RONTEL by Sam Pink

reviewed by Gabino Iglesias | Wednesday, February 20th, 2013

Rontel by Sam Pink Lazy Fascist Press, 96 pages, trade paperback, $7.95

Whenever a new Sam Pink novel lands on my hands, I start coming up with excuses for the appointments I’ll either be late for or simply miss. Pink’s work is always original and entertaining, the kind of literature for which the clichéd and utterly unattractive term “unputdownable” was invented. Rontel, his latest release with Lazy Fascist Press, is no different, except for the fact that it turned me into the guy on the bus who seems to be laughing at some internal joke.

Rontel kicks off with our narrator staring at his girlfriend’s makeup flakes as they spiral into oblivion in the bathroom’s sink. He imagines himself as one of those flakes, thus starting the blitzkrieg of wildly entertaining and somewhat philosophical vignettes that season the rest of the narrative. A few pages after the spiral of flakes, the same narrator, a young man who lives with his brother and a cat, is telling the city of Chicago to suck his dick. Then we accompany him and his inner thoughts as he plays video games, visits some friends, interacts with homeless people, and gets a sandwich, among other things. This might seem like simple, straightforward, even boring storytelling. Wrong. Pink has a talent for making every small detail, conversation, thought, and daydream a truly hilarious experience.
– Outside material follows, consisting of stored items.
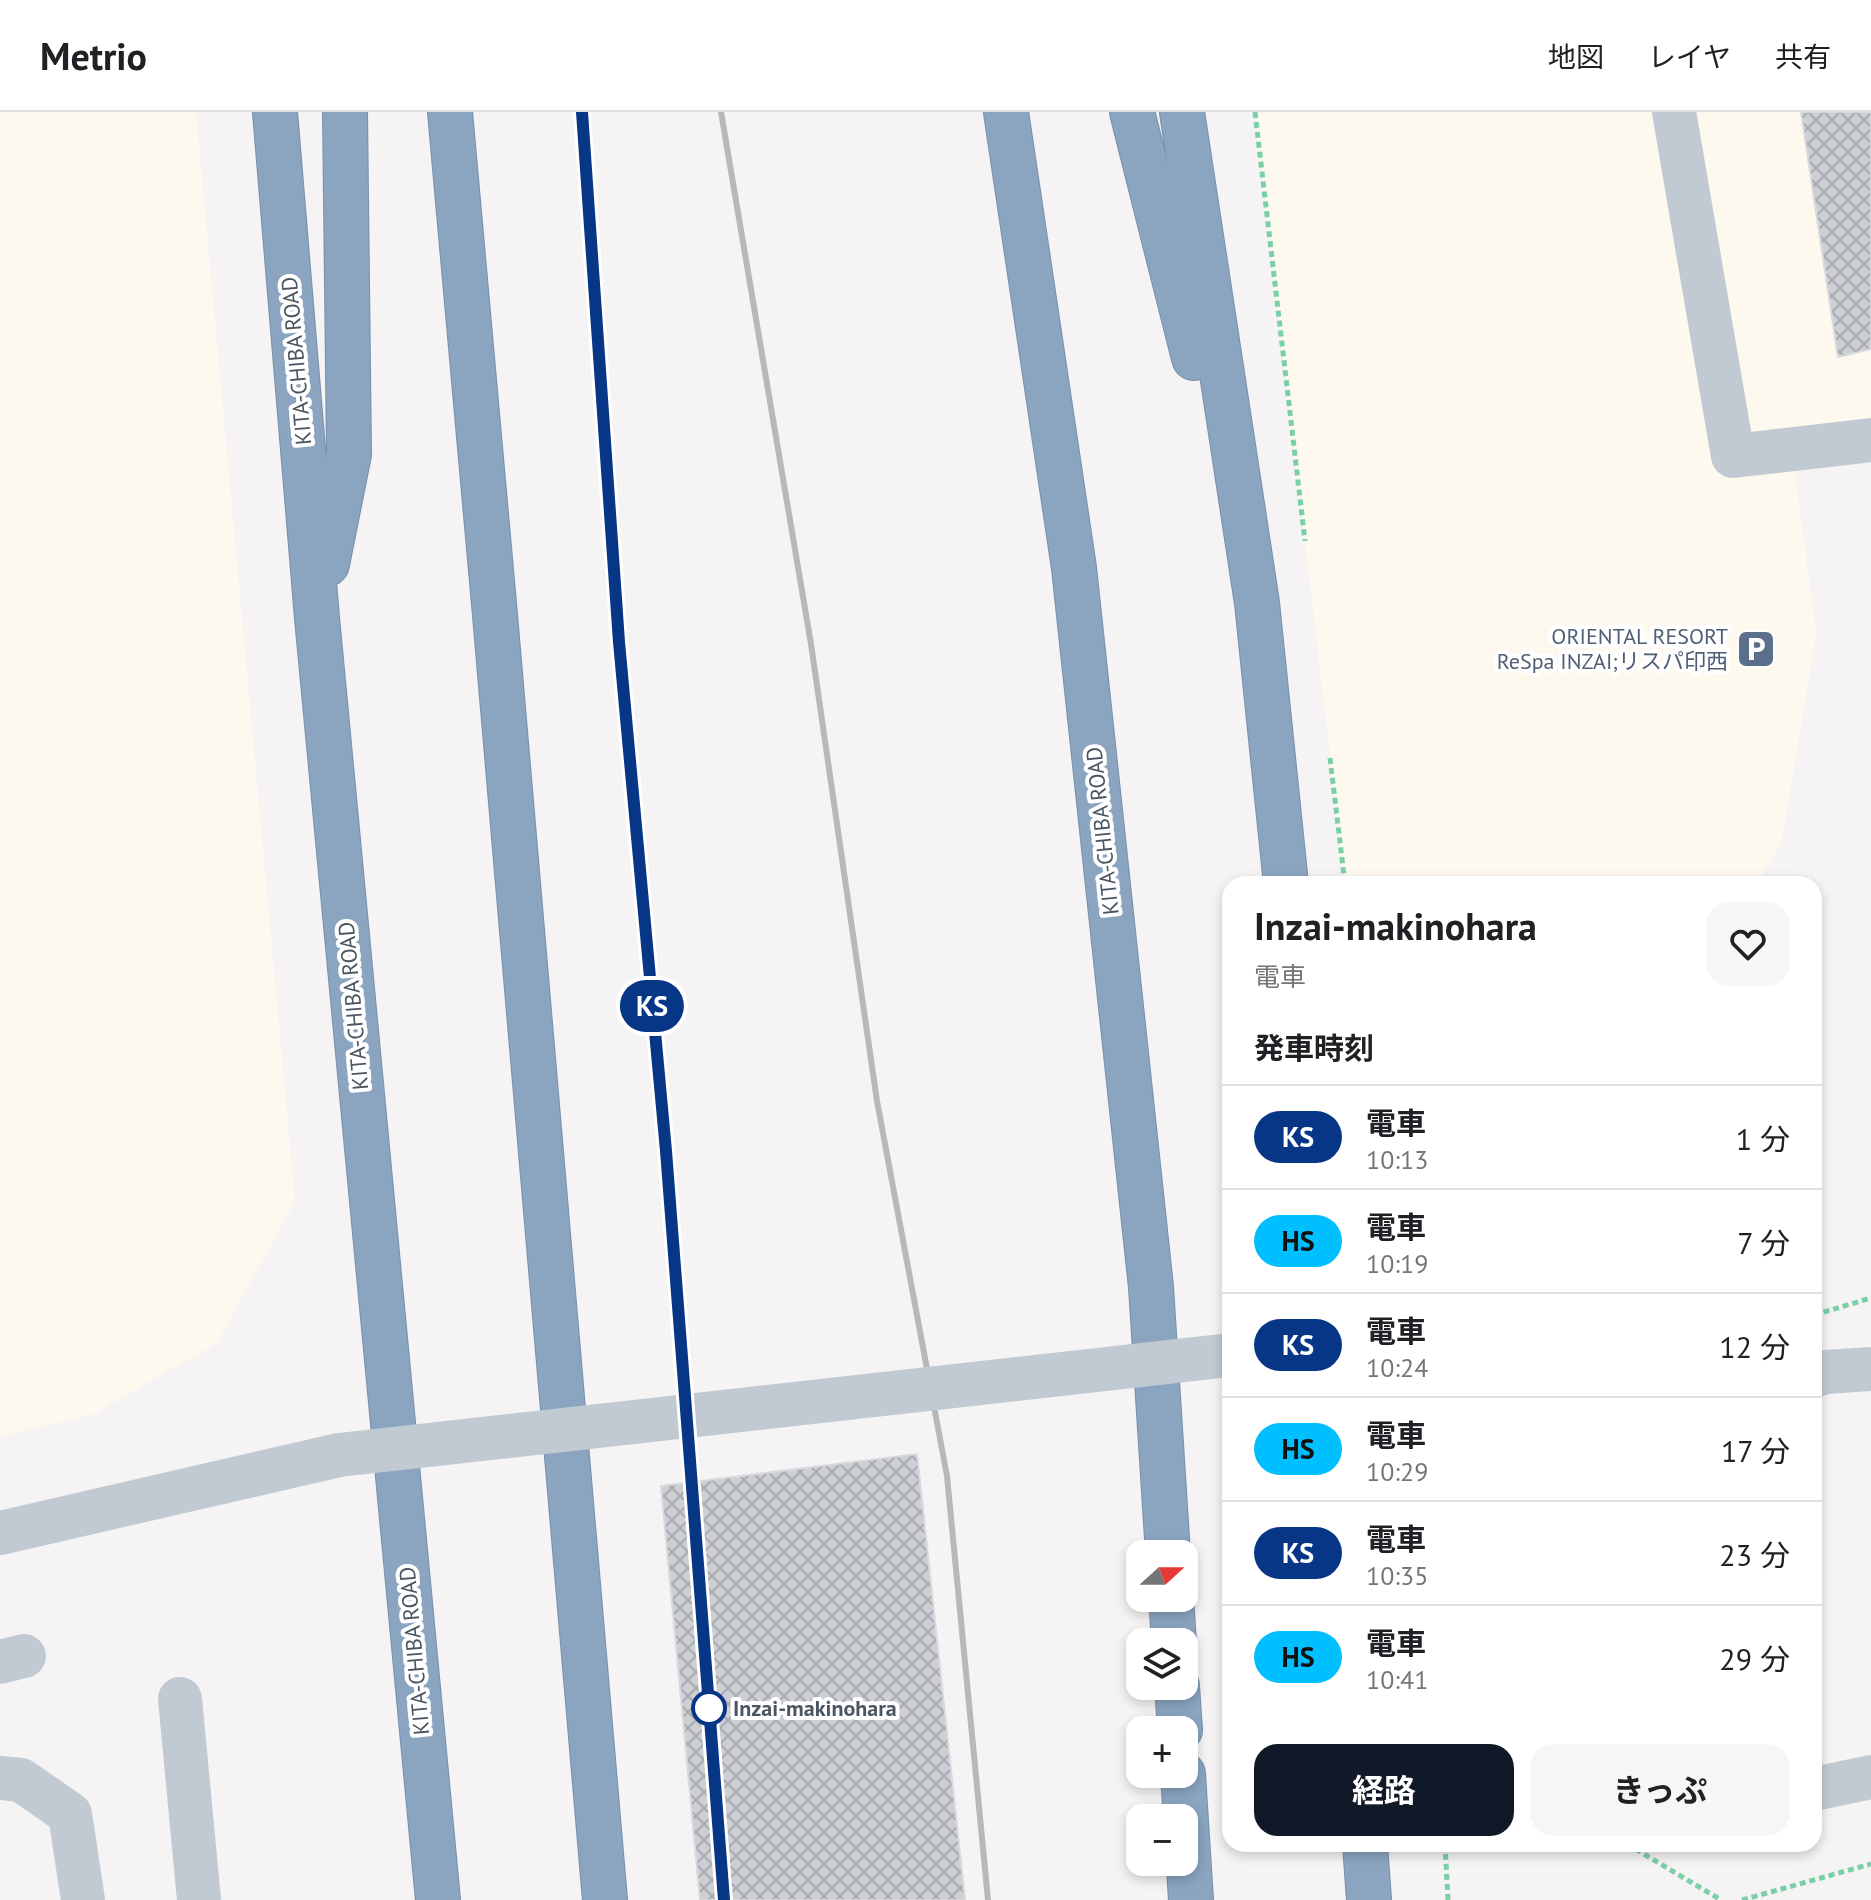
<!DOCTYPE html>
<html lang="ja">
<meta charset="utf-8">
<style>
body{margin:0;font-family:"PT Sans","Noto Sans JP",sans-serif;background:#f6f6f6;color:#202124;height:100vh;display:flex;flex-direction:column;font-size:30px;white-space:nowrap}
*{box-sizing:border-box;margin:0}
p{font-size:26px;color:#757577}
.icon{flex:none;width:44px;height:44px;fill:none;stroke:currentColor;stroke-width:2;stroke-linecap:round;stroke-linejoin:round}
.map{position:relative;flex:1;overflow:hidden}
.details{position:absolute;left:1222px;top:764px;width:600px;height:976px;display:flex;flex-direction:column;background:#fff;border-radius:24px;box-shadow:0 4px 12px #0003}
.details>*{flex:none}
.badge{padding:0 16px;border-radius:26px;font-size:28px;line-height:52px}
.needle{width:52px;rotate:69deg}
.fabs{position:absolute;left:1126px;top:1428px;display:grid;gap:16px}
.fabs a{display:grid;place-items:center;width:72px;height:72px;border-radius:16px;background:#fff;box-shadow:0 4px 12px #0003;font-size:40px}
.map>.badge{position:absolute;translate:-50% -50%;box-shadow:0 0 0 4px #fff}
h2{padding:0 32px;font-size:30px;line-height:72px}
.round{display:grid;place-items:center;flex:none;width:84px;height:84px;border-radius:24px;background:#f6f6f6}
.summary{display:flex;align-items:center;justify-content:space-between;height:136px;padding:0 32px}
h1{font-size:38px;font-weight:700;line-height:60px}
.button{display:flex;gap:16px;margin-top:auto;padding:16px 32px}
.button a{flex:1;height:92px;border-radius:24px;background:#111827;color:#fff;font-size:32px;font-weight:700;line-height:92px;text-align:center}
.button a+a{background:#f6f6f6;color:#202124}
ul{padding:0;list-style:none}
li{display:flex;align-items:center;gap:24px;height:104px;padding:0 32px;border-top:2px solid #e0e0e0}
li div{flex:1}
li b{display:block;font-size:30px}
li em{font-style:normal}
li .badge{min-width:88px;font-weight:700;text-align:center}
header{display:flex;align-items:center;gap:48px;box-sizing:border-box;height:112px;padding:0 40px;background:#fff;border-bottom:2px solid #e0e0e0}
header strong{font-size:38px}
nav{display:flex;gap:44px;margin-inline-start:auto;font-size:28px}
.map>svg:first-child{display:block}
.commercial{fill:#fdf9ef}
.building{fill:url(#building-cross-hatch);stroke:#d7d9de;stroke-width:2}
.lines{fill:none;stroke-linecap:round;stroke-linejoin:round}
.highway-casing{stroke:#7690ad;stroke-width:46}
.path{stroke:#7ad0a6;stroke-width:5;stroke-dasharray:6 4;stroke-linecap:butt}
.minor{stroke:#c1cad2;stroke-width:44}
.highway{stroke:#8ba5c1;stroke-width:44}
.rail{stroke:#b5b8bd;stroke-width:6}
.minor-bridge{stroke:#c1cad2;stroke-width:44}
.line-casing{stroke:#fff;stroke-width:18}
.line{stroke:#073686;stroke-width:12}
.stop-dot{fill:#fff;stroke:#073686;stroke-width:4}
.labels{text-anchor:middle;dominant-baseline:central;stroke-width:8;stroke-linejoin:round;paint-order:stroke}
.street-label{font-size:22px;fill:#4a5661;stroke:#fff}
.service-label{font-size:22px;fill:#4e5e75;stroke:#fff;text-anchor:end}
.stop-label{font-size:22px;font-weight:bold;fill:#4a5661;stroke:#fff;text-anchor:start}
</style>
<header>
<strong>Metrio</strong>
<nav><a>地図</a><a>レイヤ</a><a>共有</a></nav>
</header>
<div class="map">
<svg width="1871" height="1788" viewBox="0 0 1871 1788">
<defs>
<pattern id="building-cross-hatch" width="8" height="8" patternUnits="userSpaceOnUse" patternTransform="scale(2)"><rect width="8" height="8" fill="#cdcfd5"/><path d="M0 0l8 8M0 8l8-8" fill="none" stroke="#a8abb0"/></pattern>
</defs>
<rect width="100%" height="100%" fill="#f5f3f3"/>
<path class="commercial" d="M0 0H196L295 1089 217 1231 92 1303 0 1324Z
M1255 0H1871V314L1791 326 1816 522 1782 728 1758 772H1345Z"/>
<path class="building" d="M1801 0H1871V237L1838 245Z
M917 1342 965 1788H700L661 1374Z"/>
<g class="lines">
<g class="highway-casing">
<path id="highway" d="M275 0 317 506 438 1788
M450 0 495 503 605 1788
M1006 0 1074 456 1151 1175 1168 1442
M1132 0 1194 246
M1182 0 1257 491 1286 772
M327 452 349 342 345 0
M1171 1486 1174 1530
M1177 1574 1180 1618
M1183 1662 1191 1788
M1365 1732 1369 1788"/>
</g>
<path class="path" d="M1255 0 1305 429
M1330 646 1345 772
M1814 1203 1871 1186
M1445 1732 1448 1788
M1627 1732 1721 1788
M1742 1788 1871 1752"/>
<path class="minor" d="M1674 0 1733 344 1871 328
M1814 1264 1826 1260 1871 1257
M0 1421 339 1343
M0 1550 24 1544
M180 1587 199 1788
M0 1666 21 1668 70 1702 83 1788
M1814 1677 1871 1665"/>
<use href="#highway" class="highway"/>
<path class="rail" d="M582 0 619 530 666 1039 724 1788
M721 0 811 532 877 989 947 1364 988 1788"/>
<path class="minor-bridge" d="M339 1343 1230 1243"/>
</g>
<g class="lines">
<g class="line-casing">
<path id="line" d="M582 0 619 530 666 1039 724 1788"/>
</g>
<use href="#line" class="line"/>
</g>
<defs>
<g id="parking-square" transform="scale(2)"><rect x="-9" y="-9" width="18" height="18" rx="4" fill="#5c6f8a" stroke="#fff"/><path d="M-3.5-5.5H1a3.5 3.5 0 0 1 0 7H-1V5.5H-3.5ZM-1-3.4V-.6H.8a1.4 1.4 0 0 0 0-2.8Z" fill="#fff"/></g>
</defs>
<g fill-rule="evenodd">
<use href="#parking-square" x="1756" y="537"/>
</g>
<circle class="stop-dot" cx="709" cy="1596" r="16"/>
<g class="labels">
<g class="street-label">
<text transform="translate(296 249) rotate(-95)">KITA-CHIBA ROAD</text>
<text transform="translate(1102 719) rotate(-96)">KITA-CHIBA ROAD</text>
<text transform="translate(353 894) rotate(-95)">KITA-CHIBA ROAD</text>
<text transform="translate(414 1539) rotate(-95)">KITA-CHIBA ROAD</text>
</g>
<g class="service-label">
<text x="1728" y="524">ORIENTAL RESORT<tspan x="1728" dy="25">ReSpa INZAI;リスパ印西</tspan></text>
</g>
<g class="stop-label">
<text x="733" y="1596">Inzai-makinohara</text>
</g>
</g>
</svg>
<div class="fabs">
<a><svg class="needle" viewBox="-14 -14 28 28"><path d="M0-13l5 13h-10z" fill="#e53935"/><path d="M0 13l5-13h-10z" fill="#757577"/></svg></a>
<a><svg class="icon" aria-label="layers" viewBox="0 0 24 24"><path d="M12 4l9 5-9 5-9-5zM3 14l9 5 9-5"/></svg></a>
<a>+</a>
<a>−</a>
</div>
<b class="badge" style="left:652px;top:894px;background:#073686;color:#fff">KS</b>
<section class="details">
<div class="summary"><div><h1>Inzai-makinohara</h1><p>電車</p></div><a class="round"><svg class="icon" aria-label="heart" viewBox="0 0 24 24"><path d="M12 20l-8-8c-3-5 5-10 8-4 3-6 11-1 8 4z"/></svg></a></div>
<h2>発車時刻</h2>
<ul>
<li><span class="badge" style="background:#073686;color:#fff">KS</span><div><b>電車</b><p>10:13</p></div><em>1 分</em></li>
<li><span class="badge" style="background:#00bfff;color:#111">HS</span><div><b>電車</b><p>10:19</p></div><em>7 分</em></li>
<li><span class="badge" style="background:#073686;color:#fff">KS</span><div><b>電車</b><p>10:24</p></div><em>12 分</em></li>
<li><span class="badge" style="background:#00bfff;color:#111">HS</span><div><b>電車</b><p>10:29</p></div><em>17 分</em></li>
<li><span class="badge" style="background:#073686;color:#fff">KS</span><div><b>電車</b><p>10:35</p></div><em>23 分</em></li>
<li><span class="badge" style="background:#00bfff;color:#111">HS</span><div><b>電車</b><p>10:41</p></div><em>29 分</em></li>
</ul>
<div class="button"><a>経路</a><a>きっぷ</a></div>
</section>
</div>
Books have a tendency to please one area of my personality. In the case of Rontel, something strange happened: two sides of me were simultaneously and equally amused. On one hand, the jagged man who’s too damn old for his age enjoyed the mirthful look at social interactions and the very strange homage Pink created for the city of Chicago. On the other, the 15-year-old kid inside me kept laughing as the narrator dreamed about giving everyone “the business,” imagined his cat, Rontel, as a cyborg, started a random text exchange with someone who had the wrong number, and unknowingly deconstructed a stereotypical conversation with his girlfriend. Anyone doubting Pink’s talent should read this for one reason: he can turn ordering a sandwich or going to a beekeeping class into interesting, humorous reading.

Uniqueness is hard to come by, and Sam Pink is one of those undeniable voices clearly doing his own thing — and is very successful at it. His writing here is deep without trying too hard, and brutally honest while still retaining the fun that comes from good fiction. This is existential comedy sprinkled with side-splitting flights of fancy and wrapped with the random weirdness and plethora of accents that make up Chicago. I’ve never been disappointed by any of the author’s previous books, but Rontel‘s combination of funny, real, raw, honest, and engaging makes it Pink’s best work to date.